Tibi:  We refuse to see our role as confined to “bridging” between people. We are an integral part of the Palestinian people and desire to be partners in the process of ending the occupation. We stand by our Palestinian people in their concerns and their cause, all the while maintaining our civil rights as Israeli citizens. During Prime Minister Yitzhak Rabin’s term in office, Arab members of the Knesset were, as we parliamentarians called it, a “safety net” that ensured that the process proceeded peacefully. Now, on the other hand, the current Knesset is the most extremist, racist and hostile to Arabs and Palestinians, with the members of said Knesset lacking any semblance of peaceful aspirations. Despite that fact, we endeavor to contribute to reaching a compromise and a solution through any of the positions that we hold.

Al-Monitor:  You prevented a right-wing member of parliament from hurling attacks at you and succeeded in having him expelled. How did that take place, despite the frantic situation that grips Israel?

Tibi:  Knesset sessions are governed by official regulations. You alluded to the expulsion of Minister Ze'ev Elkin, who insulted Arab members and myself personally, accusing me of being responsible for the bloodshed in the streets. I chaired that particular session in my capacity as deputy speaker of the Knesset; consequently, I had certain powers in addition to the existence of a provision prohibiting insulting the session chairman. Indeed, a precedent was recorded with a minister being forced to vacate the podium, adding to the fact that the minister was right wing and the session chairman an Arab. But such are the rules and regulations of the Knesset, which everyone must respect, including ministers — though a complaint has been lodged against me and extreme political pressure is being exercised to have the Knesset committee reprimand me for the expulsion.
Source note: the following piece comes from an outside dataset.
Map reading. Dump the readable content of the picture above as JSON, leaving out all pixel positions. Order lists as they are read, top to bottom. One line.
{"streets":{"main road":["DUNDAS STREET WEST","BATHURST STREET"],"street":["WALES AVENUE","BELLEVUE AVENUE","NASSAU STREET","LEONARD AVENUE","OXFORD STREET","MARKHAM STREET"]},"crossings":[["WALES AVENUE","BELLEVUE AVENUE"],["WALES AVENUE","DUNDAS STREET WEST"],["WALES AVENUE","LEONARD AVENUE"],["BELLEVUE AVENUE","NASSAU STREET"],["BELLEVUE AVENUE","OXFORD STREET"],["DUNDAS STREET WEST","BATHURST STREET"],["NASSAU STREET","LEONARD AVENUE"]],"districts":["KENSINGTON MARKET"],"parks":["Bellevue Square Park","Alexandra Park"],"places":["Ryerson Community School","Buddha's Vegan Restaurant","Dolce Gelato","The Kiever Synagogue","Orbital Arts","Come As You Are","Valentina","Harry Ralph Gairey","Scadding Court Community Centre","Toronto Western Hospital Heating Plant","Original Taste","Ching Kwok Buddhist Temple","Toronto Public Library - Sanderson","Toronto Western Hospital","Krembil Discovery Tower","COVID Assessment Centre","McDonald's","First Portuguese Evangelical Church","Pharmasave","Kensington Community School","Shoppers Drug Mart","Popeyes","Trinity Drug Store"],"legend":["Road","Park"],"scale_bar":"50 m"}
Al-Monitor:  Although [Prime Minister] Benjamin Netanyahu’s coalition government came to be as a result of a single vote's difference, how do you explain the resilience of the current Cabinet, despite the repeated mistakes and transgressions of the prime minister?

Tibi:  This government is homogenous in its hatred for Arabs and is governed by the same right-wing ideology and aggressive stance toward Palestinians, as well as its belief in a military instead of a negotiated solution, for they think that what cannot be achieved through force can be accomplished through greater force. The irony here is that Netanyahu is viewed as being the most moderate in this extremist coalition. For the time being, the Cabinet endures. But nothing can be taken for granted when the difference is one parliamentary vote, for its downfall can come at the hands of any member of parliament, hopefully sooner rather than later.
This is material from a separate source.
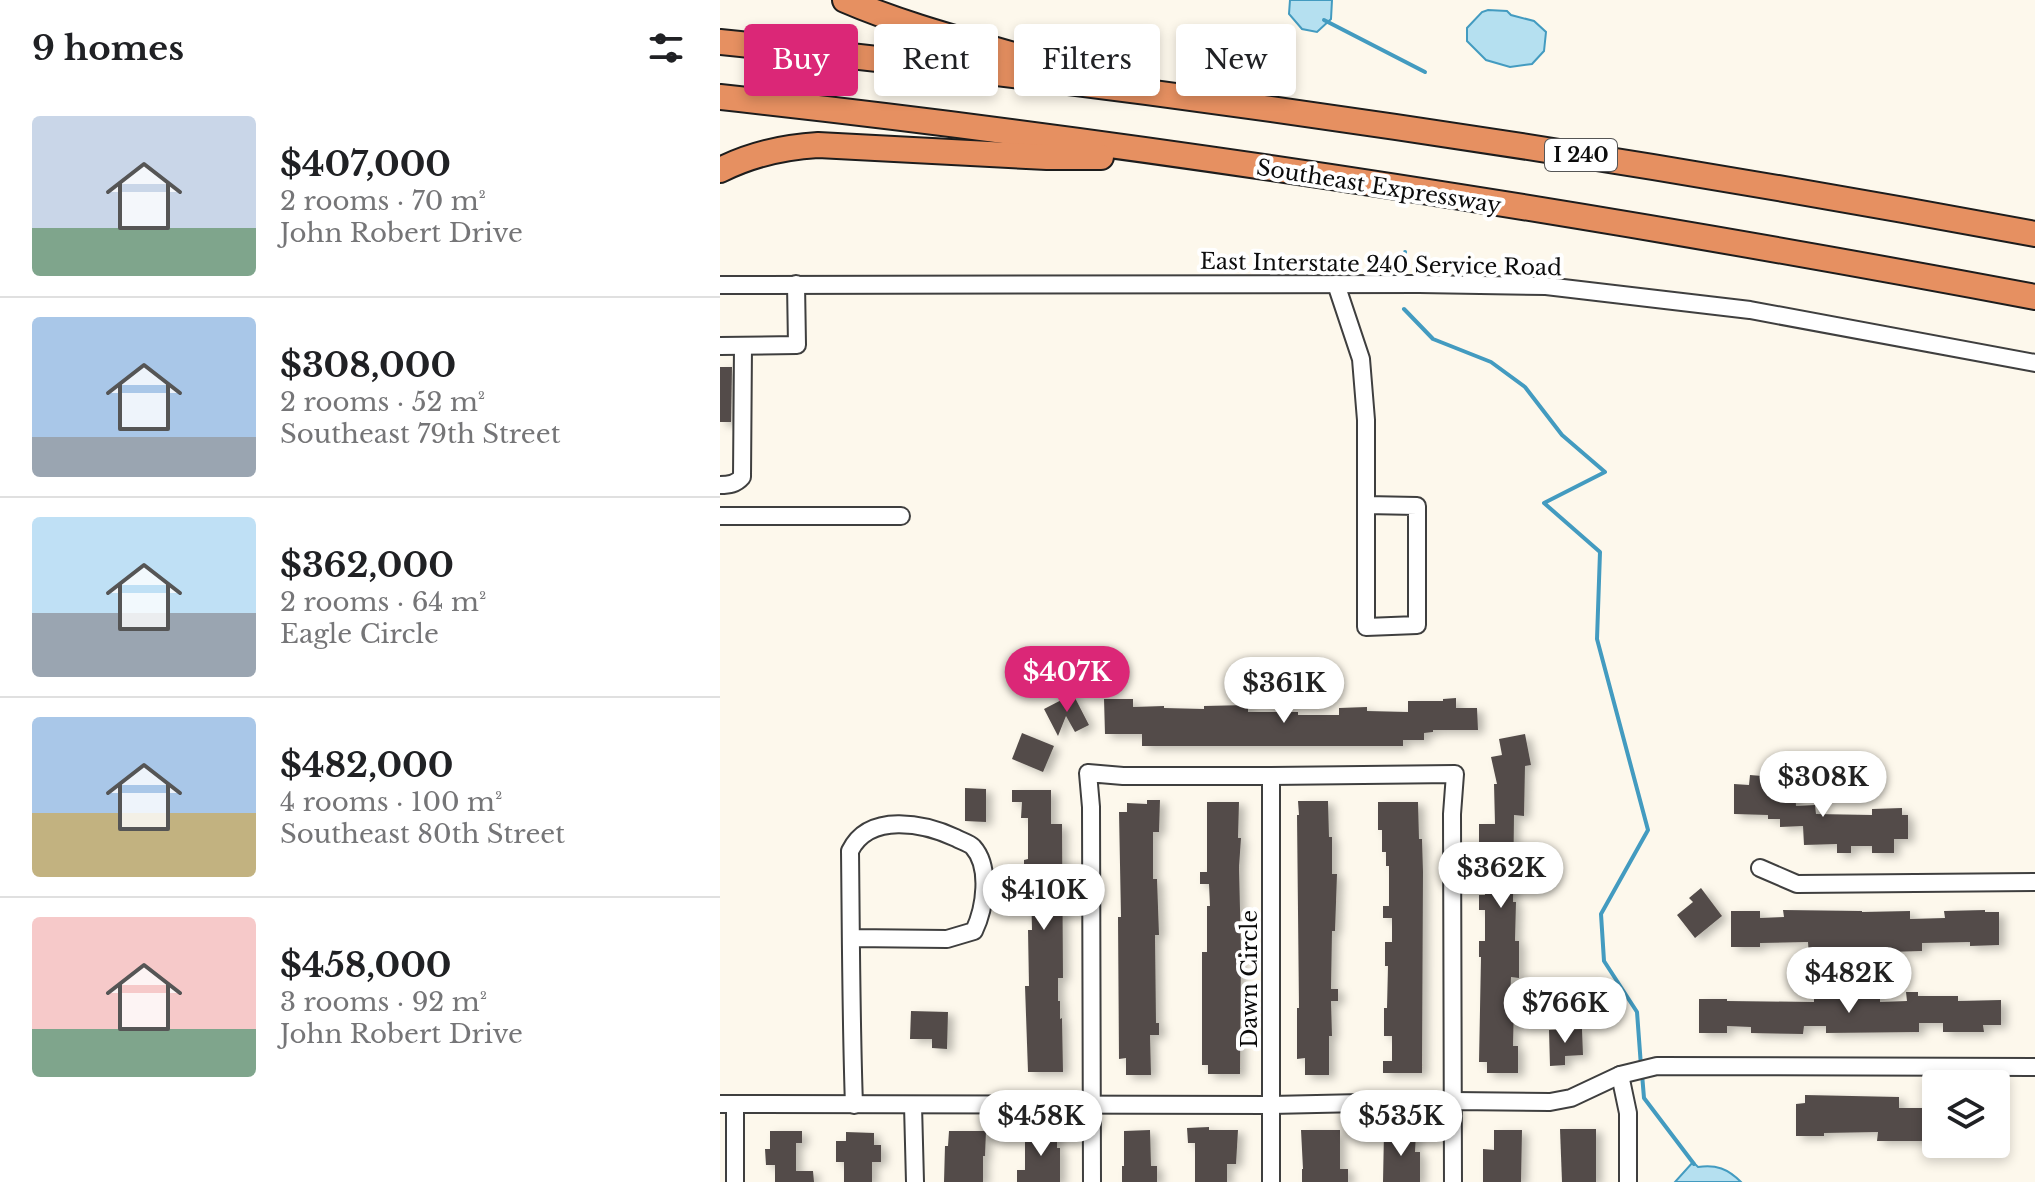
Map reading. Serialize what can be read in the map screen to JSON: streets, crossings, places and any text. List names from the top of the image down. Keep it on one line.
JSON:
{"streets":{"highway":["I 240","Southeast Expressway"],"street":["East Interstate 240 Service Road","Dawn Circle"]},"page":{"heading":"9 homes","chip":["Buy","Rent","Filters","New"],"list":[{"name":"$407,000","note":"2 rooms · 70 m² · John Robert Drive"},{"name":"$308,000","note":"2 rooms · 52 m² · Southeast 79th Street"},{"name":"$362,000","note":"2 rooms · 64 m² · Eagle Circle"},{"name":"$482,000","note":"4 rooms · 100 m² · Southeast 80th Street"},{"name":"$458,000","note":"3 rooms · 92 m² · John Robert Drive"}],"price":["$407K","$361K","$308K","$362K","$410K","$482K","$766K","$458K","$535K"]}}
Al-Monitor:  Attention has been focused on the mayor of Nazareth’s recent opposition to the joint electoral list. How do you assess the stance of the Palestinian populace of Israel vis-a-vis the performance of parliamentarians from the Joint List?

Tibi:  We, just like any other community, have many differences in opinion. The Joint List, in all its constituents, received 90% of the votes of the Arab electorate. In other words, the Arab populace gave those members legitimacy to represent it in the Knesset. This reflects the complex balance that we aim to maintain between our activities and national sentiments, as opposed to the civic and economic aspect of the job. The Palestinian populace of Israel gave us its trust, and we are fully aware of the sentiments, concerns and demands of the street, which we convey to the Knesset and the authorities, without prejudice toward any opinion or aspiration.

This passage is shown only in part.